Now, most drivers adhere to the rules and the 100km speed limit. A few irredeemable characters still take you to town in seven minutes, but thankfully they are a tiny minority.
Commuters have also learnt to speak up for themselves and can generally control a driver who forgets to behave.
But we now have a new threat in the taxi industry. Every other month or so, drivers and passengers are killed by anonymous men.
No one seems to know who they are or who sent them. They fire indiscriminately at anyone near them. I doubt that they manage to eliminate their intended victims.
Last week, a woman was killed and two men injured in a shooting spree at Johannesburg's Bree Street Taxi Rank. No one saw the shooters and no one was apprehended.
Our taxi driver asked if we wanted to use the usual route through Bree Street as it was a scary sight. He said it was now safe, but he could not guarantee that it was over.
About 30 minutes later, it was business as usual as people jumped over pools of blood and inched their way over broken glass to get to their route queues.
There were so many policemen and Metro officers and the rank looked like a police jamboree.
But the demons had long fled, leaving behind the fear that they would come back again. This fear is fuelled by the fact that there are many children at the ranks.
Parents are taking their children into the CBD for the annual shopping spree for clothes and school uniforms. The towns and cities are packed with families and strangers whose lives might be cut short by hired killers who have no respect for human lives.
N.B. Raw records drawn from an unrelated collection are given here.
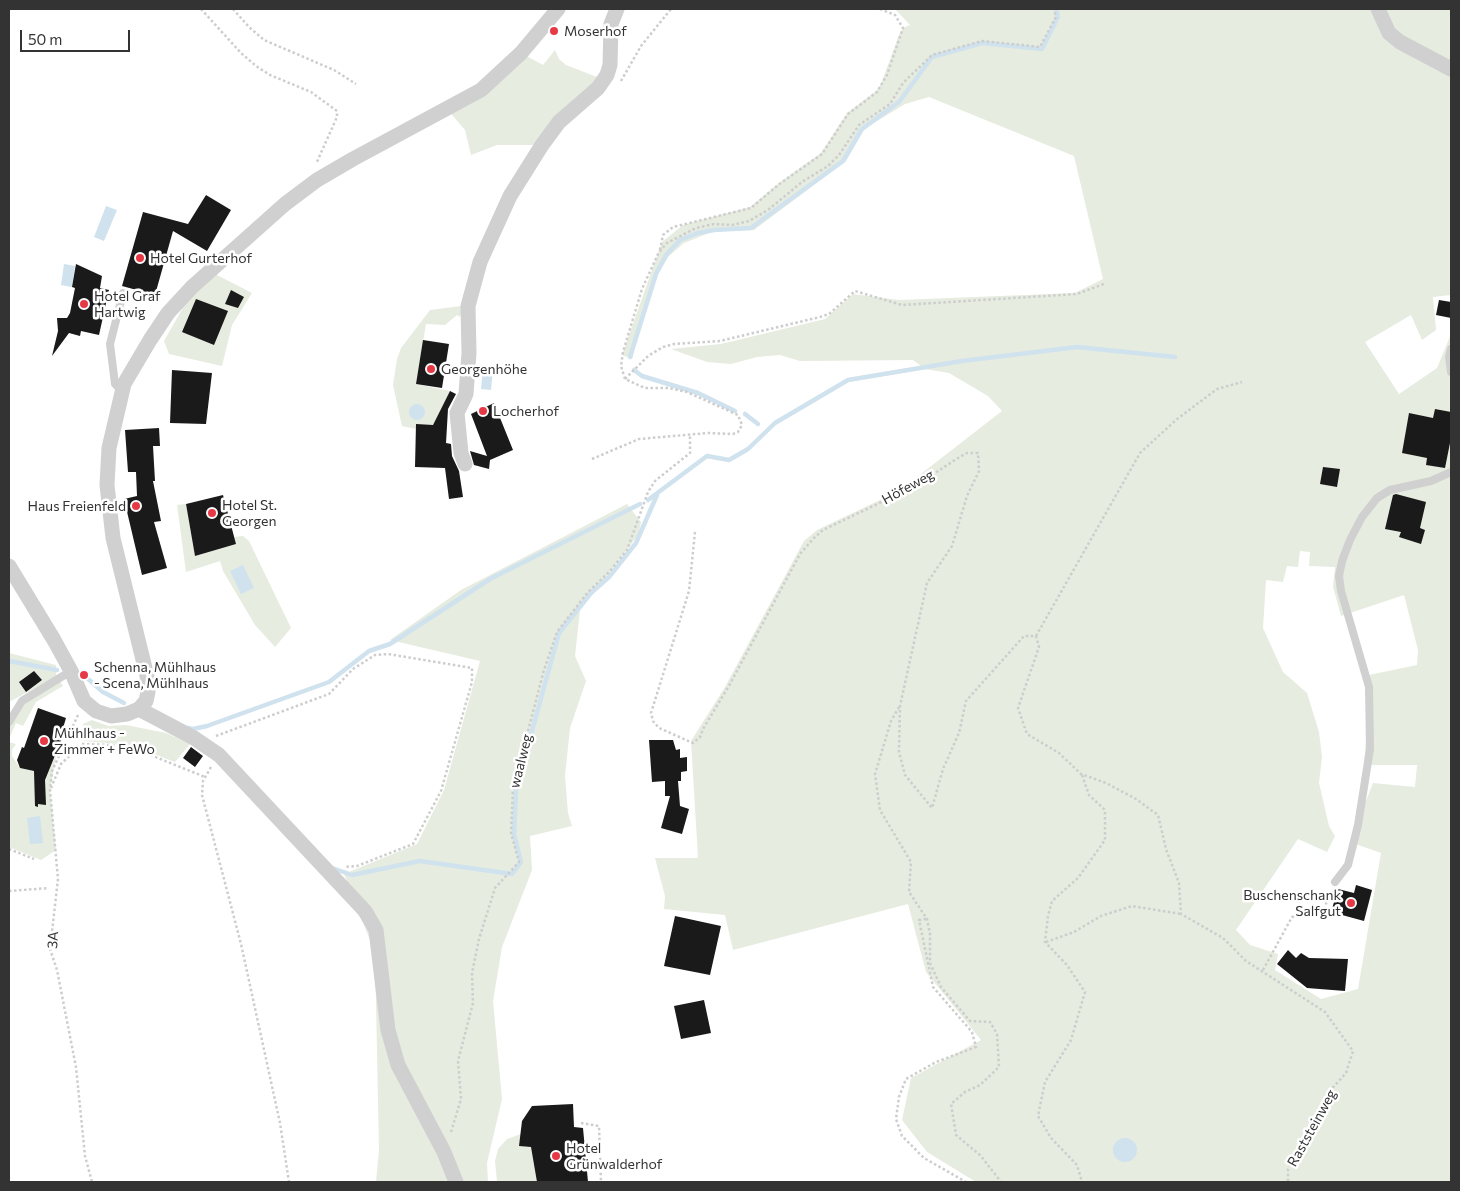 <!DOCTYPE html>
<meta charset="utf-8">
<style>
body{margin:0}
#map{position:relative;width:1460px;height:1191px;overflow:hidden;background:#fff;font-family:Commissioner,sans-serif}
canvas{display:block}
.frame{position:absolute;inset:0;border:10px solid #333;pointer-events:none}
.scale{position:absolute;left:20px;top:30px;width:110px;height:22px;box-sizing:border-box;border:2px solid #333;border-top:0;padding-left:6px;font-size:15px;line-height:18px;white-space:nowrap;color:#333;-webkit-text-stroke:4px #fff;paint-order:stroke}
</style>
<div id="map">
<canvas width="1460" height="1191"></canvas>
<div class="frame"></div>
<div class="scale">50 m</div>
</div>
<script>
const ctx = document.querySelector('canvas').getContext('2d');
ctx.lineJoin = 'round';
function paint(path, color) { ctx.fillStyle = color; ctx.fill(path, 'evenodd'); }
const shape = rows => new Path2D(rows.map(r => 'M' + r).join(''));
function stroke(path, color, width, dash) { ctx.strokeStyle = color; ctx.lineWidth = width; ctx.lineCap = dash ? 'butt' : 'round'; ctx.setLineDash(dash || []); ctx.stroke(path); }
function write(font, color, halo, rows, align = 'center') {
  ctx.font = font + ' Commissioner,sans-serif'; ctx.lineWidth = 5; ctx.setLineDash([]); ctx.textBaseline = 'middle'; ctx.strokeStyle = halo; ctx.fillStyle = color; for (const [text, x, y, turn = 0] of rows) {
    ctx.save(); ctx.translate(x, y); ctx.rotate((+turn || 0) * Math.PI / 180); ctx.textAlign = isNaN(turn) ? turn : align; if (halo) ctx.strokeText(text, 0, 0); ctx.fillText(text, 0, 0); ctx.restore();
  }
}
const green = shape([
 [895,9,1451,9,1451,295,1433,297,1436,330,1422,340,1411,315,1365,342,1399,394,1437,368,1451,334,1451,1182,976,1182,927,1152,902,1120,911,1078,981,1040,926,972,908,904,733,950,725,915,664,909,665,896,655,858,698,858,691,741,725,687,804,541,817,530,899,491,1002,411,988,396,949,373,925,369,913,360,800,361,780,355,757,357,731,364,707,362,671,349,721,344,825,319,853,294,899,300,1075,293,1103,279,1074,156,929,97,905,104,864,129,846,161,754,230,714,231,684,243,669,256,658,274,644,312,632,359,622,355,662,242,683,225,750,207,779,183,821,153,847,113,876,91,881,84,899,35,903,28,910,25],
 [1300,551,1310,552,1309,566,1335,567,1333,587,1341,616,1404,595,1418,650,1417,665,1364,676,1368,713,1364,765,1417,765,1415,787,1373,783,1350,842,1381,853,1358,989,1321,999,1275,970,1278,954,1250,945,1236,930,1298,839,1327,852,1335,836,1329,826,1319,783,1322,757,1319,732,1307,693,1283,672,1263,628,1266,580,1283,582,1287,566,1298,567],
 [555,50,559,59,566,65,602,79,542,145,497,145,471,155,465,130,447,109,521,53,543,65],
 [215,274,252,293,232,325,222,366,169,354,164,341,185,304],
 [461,306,464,307,460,317,457,315,445,325,426,324,416,384,450,391,433,425,416,429,402,426,393,385,397,359,401,348,430,310],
 [186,504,195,556,236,544,234,537,243,536,249,541,291,628,275,647,255,625,223,571,220,561,186,572,177,505],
 [627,504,641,522,639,534,580,610,575,656,586,681,570,728,565,776,568,813,572,826,530,836,532,870,502,947,493,1001,502,1099,487,1163,488,1182,376,1182,379,1150,375,953,344,874,417,844,444,790,480,661,390,640,461,590],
 [9,653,56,665,56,677,9,702],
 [59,680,63,686,36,702,23,726,16,723,9,739,9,722,12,714,39,690],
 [92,720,108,726,126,725,166,733,190,744,175,762,130,745,84,741,83,724],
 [9,742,16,744,12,750,12,756,20,768,46,774,56,756,50,790,56,850,41,860,9,847],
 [521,1134,520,1146,531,1147,537,1182,497,1182,495,1161,498,1149,507,1139]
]);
const water = shape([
 [106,206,117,210,104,241,94,237],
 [64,264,75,266,72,287,61,285],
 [483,367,493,368,491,390,481,389],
 '409 412a8 8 0 1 1 16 0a8 8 0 1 1-16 0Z',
 [243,565,254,588,241,594,230,571],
 [40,816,43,843,30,844,27,818],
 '1113 1150a12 12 0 1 1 24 0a12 12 0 1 1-24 0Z'
]);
const stream = shape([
 [630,357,656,274,666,255,680,240,698,233,714,230,751,228,843,161,862,129,899,102,932,57,982,43,1042,49,1058,17,1056,9],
 [634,370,642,376,698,393,735,411],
 [745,414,758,424],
 [648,500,707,456,729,460,748,449,775,423,848,380,962,361,1077,347,1175,357],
 [9,661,57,670],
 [87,678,103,692,124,703],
 [188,728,193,729,207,726,329,682,369,651,390,644,490,579,640,504],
 [332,868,352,875,420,861,512,874,521,862,514,834,516,789,559,633,591,593,609,577,636,543,657,495]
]);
const building = shape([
 [206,195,231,210,207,251,173,231,155,295,122,286,143,212,188,224],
 [76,264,102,276,100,288,109,290,99,335,81,331,80,336,69,333,52,356,58,331,57,318,67,318,70,313,75,288,72,287],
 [231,290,244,297,238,308,225,304],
 [196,299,228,311,214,345,182,332],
 [1439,300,1451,302,1451,318,1436,315],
 [423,340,449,344,442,388,416,384],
 [172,370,212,373,206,424,170,423],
 [450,391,456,394,448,409,446,443,451,444,452,456,459,471,463,497,449,499,445,468,415,467,416,424,433,425],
 [494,403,513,450,490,460,489,469,474,465,470,451,487,456,471,414],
 [1435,409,1451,412,1451,438,1445,468,1426,465,1427,458,1402,453,1409,413,1433,418],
 [159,428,160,446,153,446,155,481,153,481,161,521,154,522,167,568,142,575,124,499,137,496,136,472,128,472,125,430],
 [1323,467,1340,469,1337,487,1320,484],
 [1396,494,1426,502,1420,528,1425,530,1421,544,1399,537,1401,532,1385,529,1393,495],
 [223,495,236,544,195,556,186,504],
 [34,671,42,680,26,692,19,682],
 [38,708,66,718,61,735,63,736,45,780,46,805,38,804,38,807,35,806,34,771,20,768,17,760,22,747,24,748],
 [649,740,673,740,676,750,680,749,680,758,687,757,687,771,681,772,681,781,678,781,680,806,689,809,682,834,661,828,670,796,665,796,665,781,652,782],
 [191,747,203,756,195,767,183,758],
 [1356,885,1372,890,1364,921,1331,912,1338,889,1354,893],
 [675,916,721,926,710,975,664,966],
 [1288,950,1296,958,1301,953,1309,958,1348,959,1345,991,1307,988,1277,964],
 [704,1000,711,1033,681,1039,674,1006],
 [573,1104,574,1127,583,1128,588,1182,537,1182,531,1147,519,1146,522,1121,532,1106]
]);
const path = shape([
 [201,9,241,53,256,66,270,75,311,92,337,111,337,117,316,164],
 [233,9,249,27,264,40,334,70,356,84],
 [621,81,641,46,671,9],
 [660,250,663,235,673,227,751,208,778,185,822,154,848,114,877,92,887,75,903,28,895,15,880,9],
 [625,379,648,356,663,347,674,344,720,341,820,317,829,314,855,291,902,305,1077,294,1104,284],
 [592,459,639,439,708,433,733,434,738,432,742,425,738,415,687,392,669,388,645,388,625,379,621,366,623,352,642,289,659,252,667,243,696,228,714,224,732,225,749,221,768,210,802,182,828,166,839,155,859,125,890,104,903,83,932,55,982,41,1040,47,1056,17,1054,9],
 [695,532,689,591,651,713,653,721,659,728,693,743,700,737,703,729,730,684,800,554,814,538,823,530,915,486,958,458,967,453,978,453,979,471,967,496,952,546,927,583,900,706,899,752,905,775,932,808,943,769,959,733,966,701,1024,636,1036,636,1039,647,1018,708,1027,734,1059,753,1081,774,1106,783,1136,799,1158,815,1166,849,1179,883,1181,914,1223,938,1246,961,1325,1012,1353,1051,1346,1073,1328,1093,1288,1169,1288,1182],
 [1036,636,1140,453,1176,420,1217,389,1242,382],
 [899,707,891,721,875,774,880,810,911,862,909,892,927,919,930,934,930,963,941,987,970,1021,990,1022,997,1034,999,1067,980,1085,965,1092,951,1104,956,1135,981,1156,1001,1182],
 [78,715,52,771,50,790,58,879,50,949,57,970,76,1067,85,1156,92,1182],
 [216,736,329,694,353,669,375,655,388,654,472,668,472,682,441,791,413,844,357,866,344,867],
 [211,767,203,781,202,795,241,944,280,1123,289,1182],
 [1082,775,1089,795,1105,810,1105,840,1078,878,1052,901,1048,916,1045,942,1067,965,1085,992,1071,1040,1045,1082,1038,1116,1051,1138,1077,1165,1082,1182],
 [51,788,61,764,82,744,113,745,133,748,205,777],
 [9,849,34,859],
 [9,891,49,888],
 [926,919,919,920,933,987,972,1032,976,1047,936,1062,906,1079,899,1097,896,1119,902,1136,924,1158,966,1182],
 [1046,942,1074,932,1101,916,1132,906,1181,914],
 [1263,970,1292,917,1320,914,1325,908,1329,892],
 [581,1123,599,1126,601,1182],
 [451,1132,461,1099,458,1061,473,1003,472,973,479,939,495,888,519,862,511,833,513,788,544,670,557,632,588,592,609,572,627,550,648,492,655,481,690,453,690,434]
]);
const service = shape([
 [1451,349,1449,357,1451,372],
 [122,391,115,384,110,344,123,293],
 [9,722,22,701,71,671],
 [1335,882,1348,865,1358,825,1370,749,1369,687,1341,591,1339,576,1342,561,1350,540,1362,517,1377,498,1390,490,1431,481,1451,472]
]);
const minor = shape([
 [1378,9,1389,33,1400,42,1451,69],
 [465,464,461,453,457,413,466,394,469,353,468,306,480,262,510,196,542,145,559,122,598,88,607,75,610,65,611,24,617,9],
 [9,566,54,640,71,671,84,701,96,711,111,716,127,714,139,709,146,701,148,692,147,676,113,538,107,485,109,448,124,384,150,340,168,313,192,287,285,204,317,180,353,159,481,90,521,53,558,9],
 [139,709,194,738,219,755,365,911,376,930,388,1030,398,1065,444,1152,456,1182]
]);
const markers = [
 [554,31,5,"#e63946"],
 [140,258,5,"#e63946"],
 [84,304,5,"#e63946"],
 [431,369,5,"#e63946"],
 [483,411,5,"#e63946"],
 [136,506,5,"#e63946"],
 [212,513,5,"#e63946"],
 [84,675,5,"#e63946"],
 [44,741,5,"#e63946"],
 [1351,903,5,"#e63946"],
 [556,1156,5,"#e63946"]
];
const poiNames = [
 ["Moserhof",564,31],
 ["Hotel Gurterhof",150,258],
 ["Hotel Graf",94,296],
 ["Hartwig",94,312],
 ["Georgenhöhe",441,369],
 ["Locherhof",493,411],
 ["Hotel St.",222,505],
 ["Georgen",222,521],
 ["Haus Freienfeld",126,506,"right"],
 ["Schenna, Mühlhaus",94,667],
 ["- Scena, Mühlhaus",94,683],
 ["Mühlhaus -",54,733],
 ["Zimmer + FeWo",54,749],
 ["Buschenschank",1341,895,"right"],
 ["Salfgut",1341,911,"right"],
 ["Hotel",566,1148],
 ["Grünwalderhof",566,1164]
];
const streetNames = [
 ["Höfeweg",908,487,-29],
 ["waalweg",521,761,-76],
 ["3A",53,940,-86],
 ["Raststeinweg",1312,1128,-61]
];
paint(green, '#e6ecdf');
paint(water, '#cfe2ee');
stroke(stream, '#cfe2ee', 4.5);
paint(building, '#1a1a1a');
stroke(path, '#cdcdcd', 2.5, [2.5, 2.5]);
stroke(service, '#d0d0d0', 8);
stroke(minor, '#d0d0d0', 15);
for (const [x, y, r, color] of markers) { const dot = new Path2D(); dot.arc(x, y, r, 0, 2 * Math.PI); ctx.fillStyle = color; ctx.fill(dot); stroke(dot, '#fff', 2); }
write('14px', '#333', '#fff', poiNames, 'left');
write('14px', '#333', '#fff', streetNames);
</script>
I now pose the same question to the taxi associations, Nithini na? Is it true that no one knows these killers? Who is behind the murders? Who are the hunted?
Scores of drivers have died in the last 10 years. The killings have not solved the taxi problems which are as knotted as before. If the killings are a vendetta or revenge killings, why can't they be stopped?
What are the associations saying about being associated with these cold, callous killings which do not solve anything and only succeed in tainting the taxi industry?
I think it is time that the industry brought back the campaign promise to take us safely home. Passengers need that reassurance. The industry is the only one blacks can claim as their own.